• AIM OF THE TASK: The response must contain every line below in which "symbols" appears.

• MATERIAL TO PROCESS:
^^^^^^^^^^^^^^^^
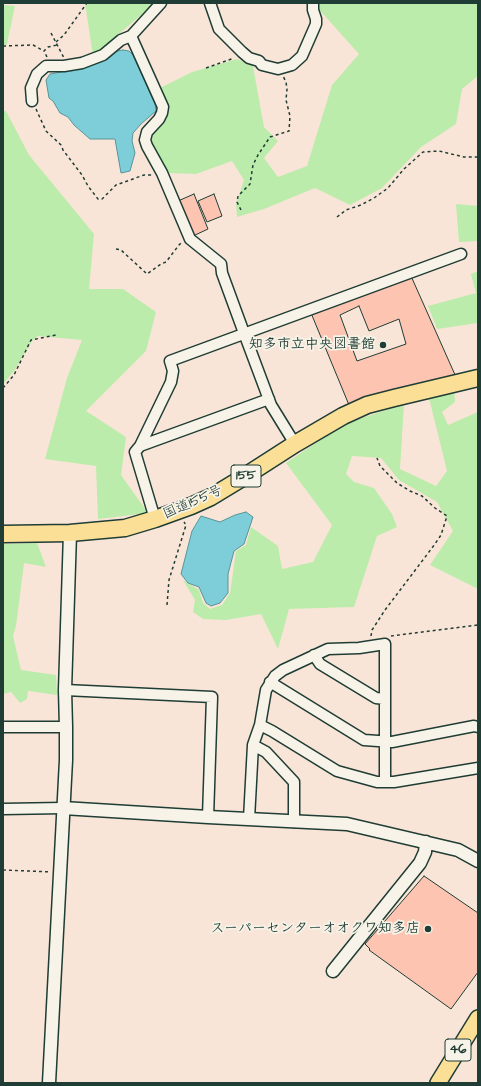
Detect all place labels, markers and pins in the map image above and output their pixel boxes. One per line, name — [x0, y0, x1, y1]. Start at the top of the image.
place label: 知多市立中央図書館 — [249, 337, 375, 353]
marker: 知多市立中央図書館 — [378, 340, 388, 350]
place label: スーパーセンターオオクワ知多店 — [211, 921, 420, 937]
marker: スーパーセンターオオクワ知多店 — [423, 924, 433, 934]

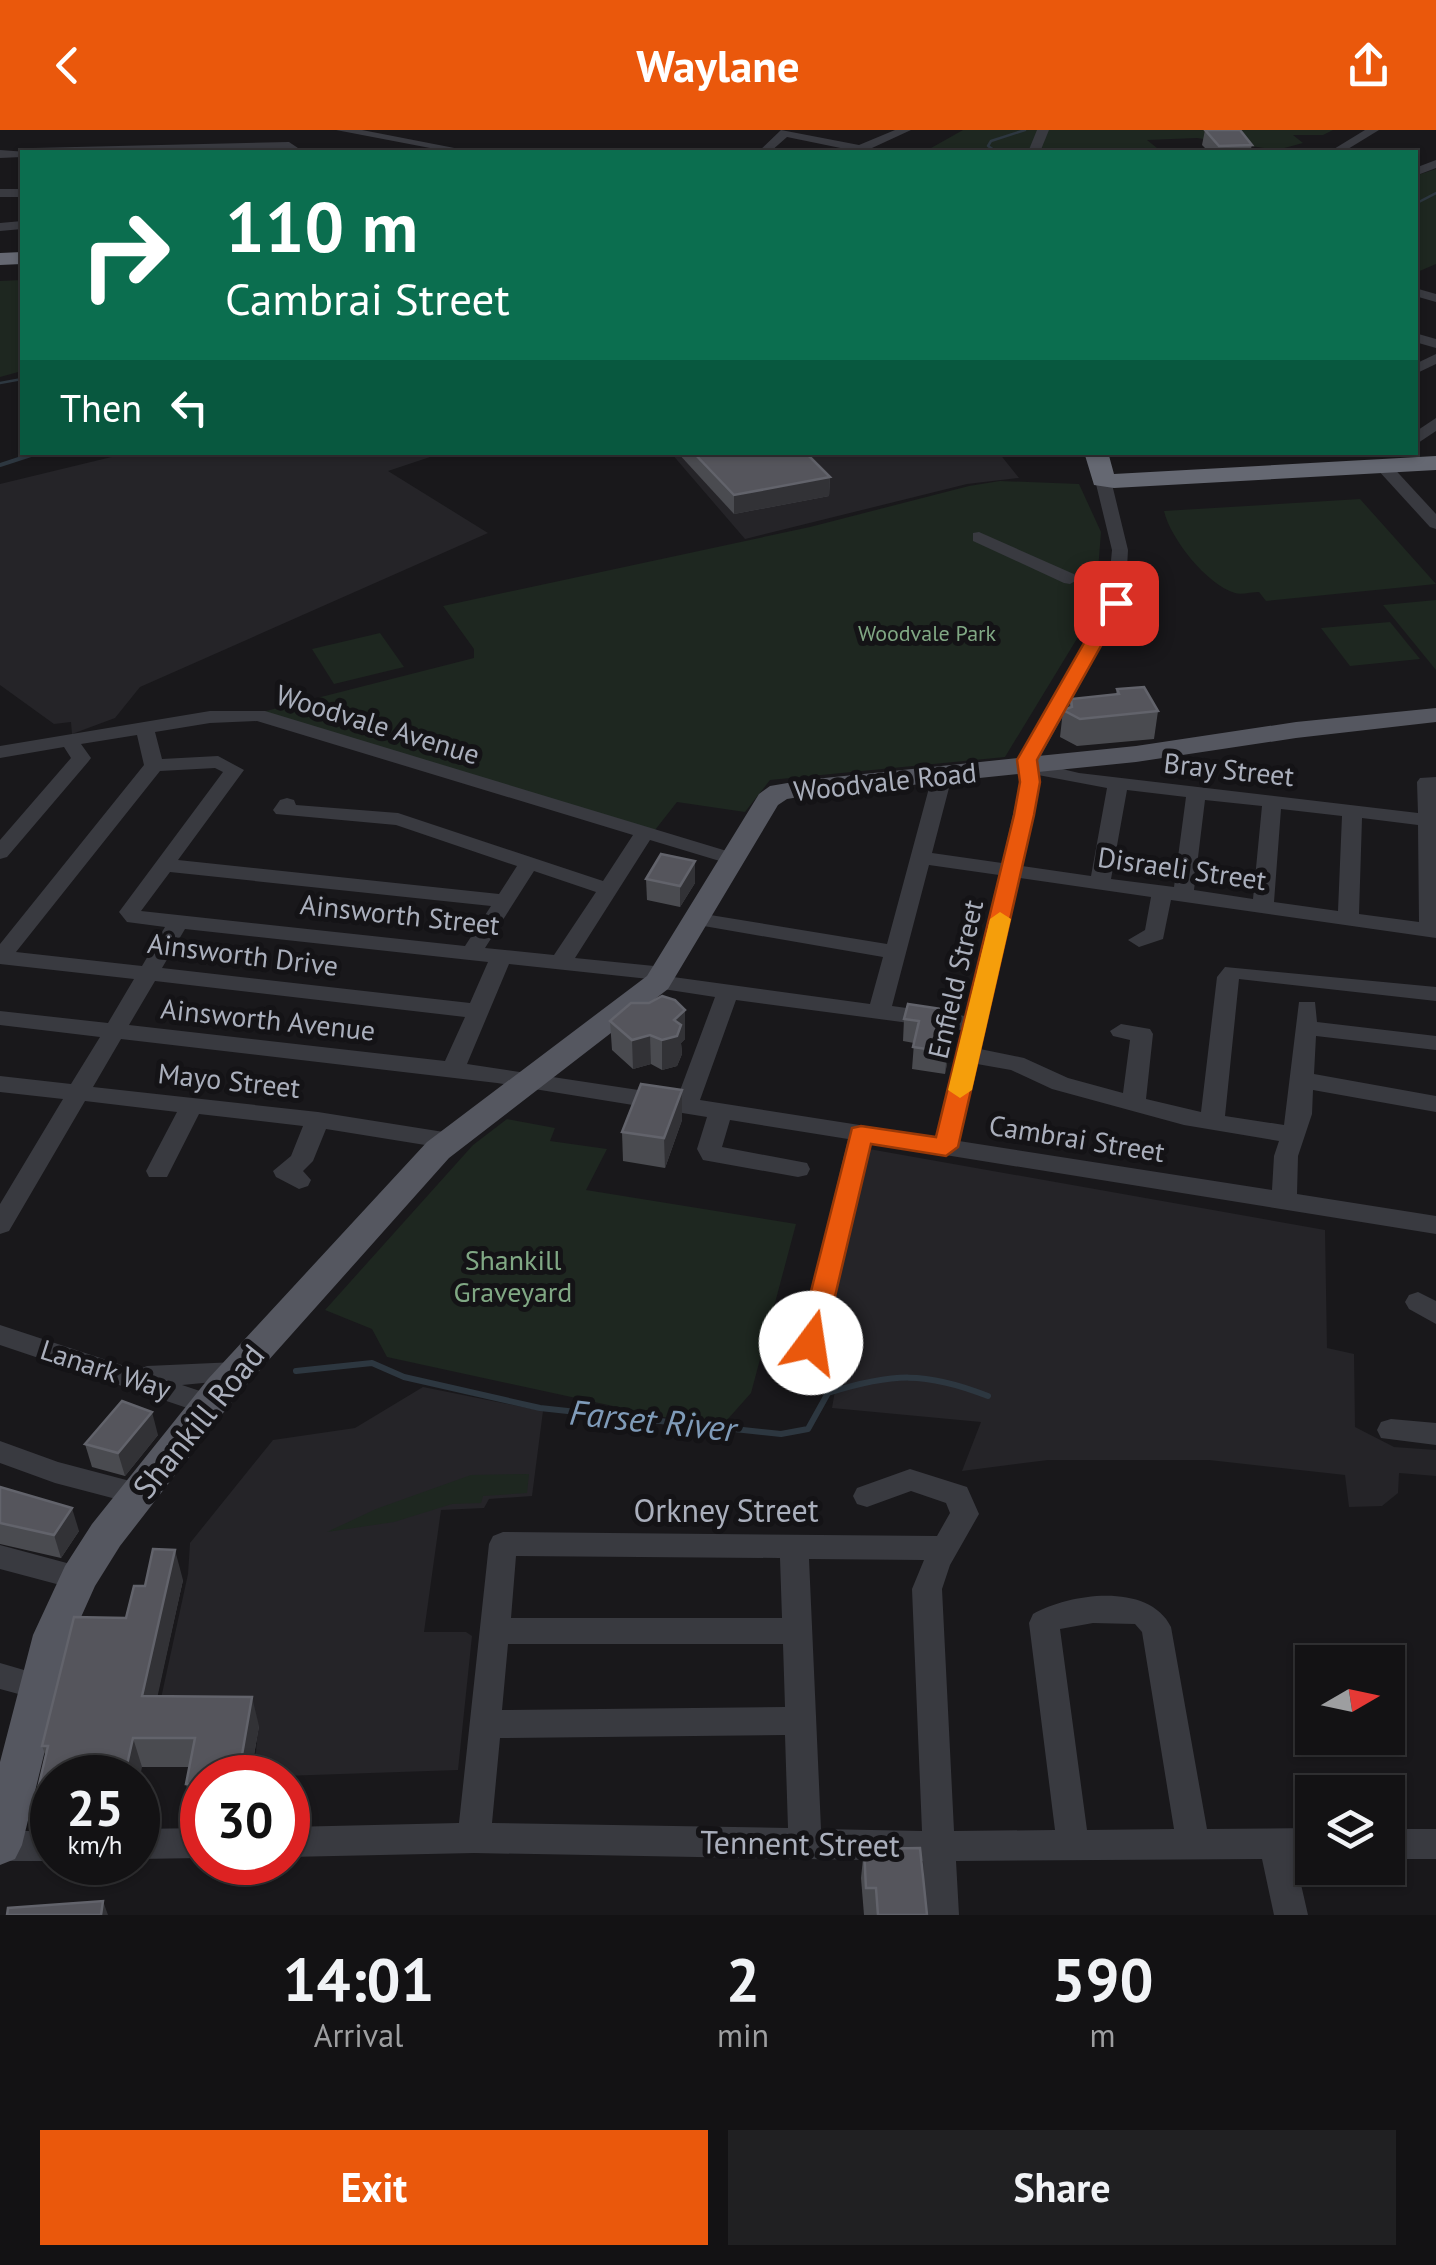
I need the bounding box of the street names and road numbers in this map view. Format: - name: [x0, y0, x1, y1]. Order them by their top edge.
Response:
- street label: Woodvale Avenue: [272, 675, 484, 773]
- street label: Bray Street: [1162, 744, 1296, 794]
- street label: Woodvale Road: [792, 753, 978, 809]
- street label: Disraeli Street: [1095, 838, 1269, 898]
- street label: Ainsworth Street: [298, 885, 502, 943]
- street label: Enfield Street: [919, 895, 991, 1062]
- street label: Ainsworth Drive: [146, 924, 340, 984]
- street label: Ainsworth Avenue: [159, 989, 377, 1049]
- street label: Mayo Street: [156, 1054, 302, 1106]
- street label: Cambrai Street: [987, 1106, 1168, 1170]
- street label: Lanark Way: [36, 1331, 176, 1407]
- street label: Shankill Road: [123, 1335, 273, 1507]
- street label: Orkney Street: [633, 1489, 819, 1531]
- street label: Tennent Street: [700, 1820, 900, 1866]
^^^^^^^^^^^^^^^^
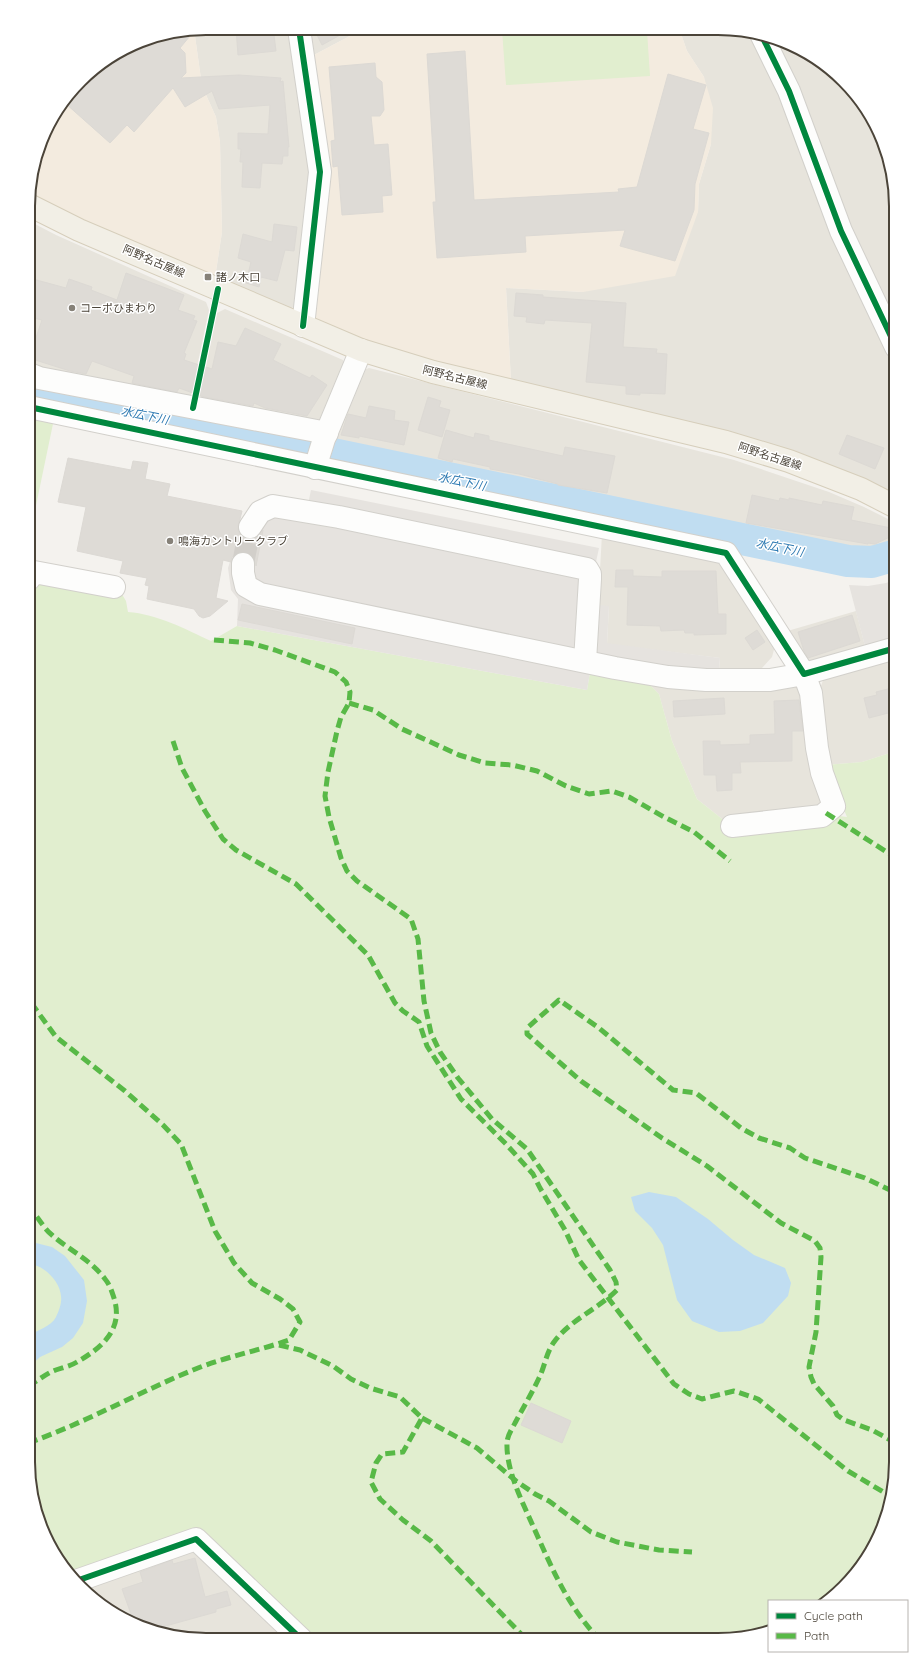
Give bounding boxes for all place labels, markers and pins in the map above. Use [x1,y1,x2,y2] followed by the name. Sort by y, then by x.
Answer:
^^^^^^^^^^^^^^^^
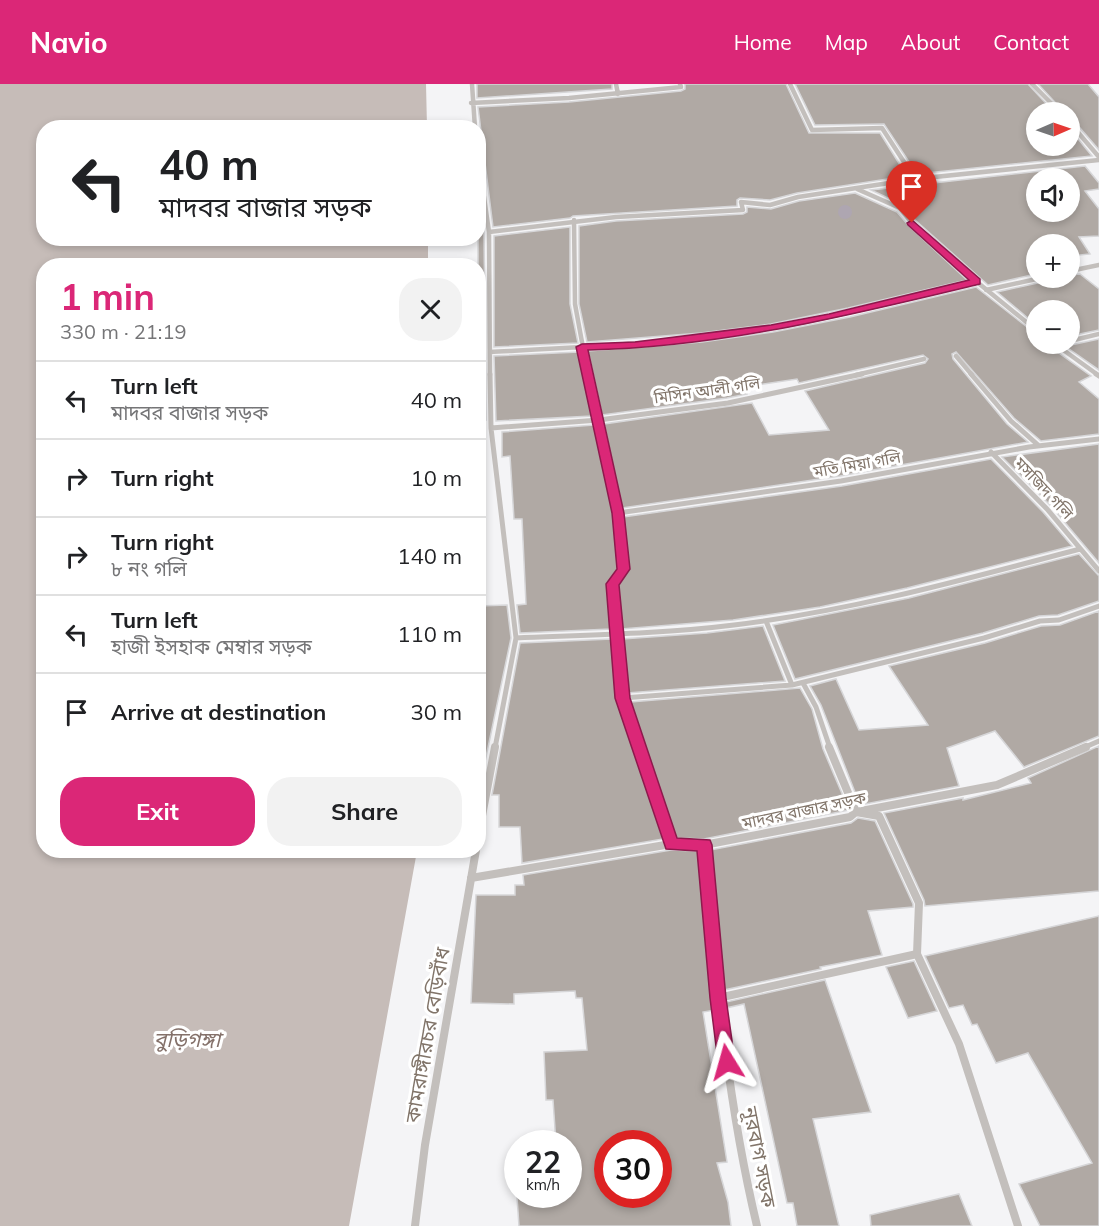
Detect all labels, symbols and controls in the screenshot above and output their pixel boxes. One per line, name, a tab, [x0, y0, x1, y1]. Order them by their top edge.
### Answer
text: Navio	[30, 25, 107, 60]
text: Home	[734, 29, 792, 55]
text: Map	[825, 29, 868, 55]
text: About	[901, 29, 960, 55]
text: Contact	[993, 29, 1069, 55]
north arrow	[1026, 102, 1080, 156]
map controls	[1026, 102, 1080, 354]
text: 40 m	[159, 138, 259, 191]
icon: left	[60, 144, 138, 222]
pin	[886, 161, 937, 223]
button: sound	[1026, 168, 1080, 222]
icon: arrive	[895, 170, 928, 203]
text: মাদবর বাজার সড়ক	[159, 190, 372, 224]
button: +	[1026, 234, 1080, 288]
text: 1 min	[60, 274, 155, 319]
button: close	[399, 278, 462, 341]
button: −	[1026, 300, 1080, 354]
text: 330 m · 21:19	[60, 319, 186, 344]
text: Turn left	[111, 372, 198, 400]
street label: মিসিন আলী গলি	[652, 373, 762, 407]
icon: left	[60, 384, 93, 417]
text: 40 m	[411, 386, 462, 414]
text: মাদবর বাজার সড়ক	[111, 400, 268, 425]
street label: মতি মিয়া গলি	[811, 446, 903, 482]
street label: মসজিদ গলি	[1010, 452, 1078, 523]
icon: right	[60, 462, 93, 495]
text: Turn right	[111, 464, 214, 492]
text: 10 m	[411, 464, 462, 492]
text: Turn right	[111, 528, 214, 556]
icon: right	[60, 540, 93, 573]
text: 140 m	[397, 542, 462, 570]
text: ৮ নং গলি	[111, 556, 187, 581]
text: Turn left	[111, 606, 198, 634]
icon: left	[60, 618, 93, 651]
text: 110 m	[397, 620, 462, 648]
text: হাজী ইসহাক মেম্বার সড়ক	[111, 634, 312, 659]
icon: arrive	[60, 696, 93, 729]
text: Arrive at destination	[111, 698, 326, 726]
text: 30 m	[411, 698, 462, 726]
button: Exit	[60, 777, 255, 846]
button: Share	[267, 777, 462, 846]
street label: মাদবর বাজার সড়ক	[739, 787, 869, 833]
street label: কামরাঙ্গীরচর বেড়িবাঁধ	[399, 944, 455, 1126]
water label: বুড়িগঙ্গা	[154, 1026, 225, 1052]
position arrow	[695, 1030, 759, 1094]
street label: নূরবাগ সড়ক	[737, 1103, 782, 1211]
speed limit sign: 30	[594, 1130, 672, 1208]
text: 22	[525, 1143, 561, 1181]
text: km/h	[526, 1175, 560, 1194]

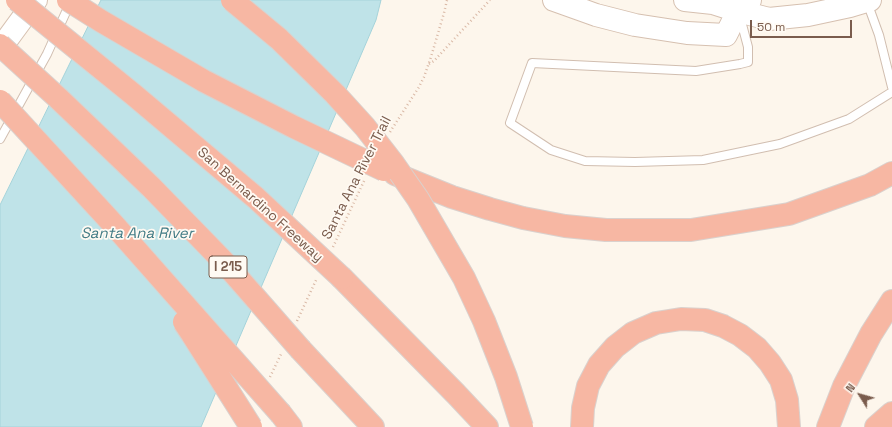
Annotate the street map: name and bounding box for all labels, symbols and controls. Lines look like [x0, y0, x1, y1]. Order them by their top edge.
^^^^^^^^^^^^^^^^
• WORKED SOLUTION:
Detect all labels, symbols and controls in the screenshot above and output their pixel boxes. One per line, name, a tab, [x0, y0, x1, y1]. Order them by their top edge.
Annotate the street map: name and bounding box for all labels, symbols and controls. Lines look like [x0, y0, x1, y1]. Order them by their top edge.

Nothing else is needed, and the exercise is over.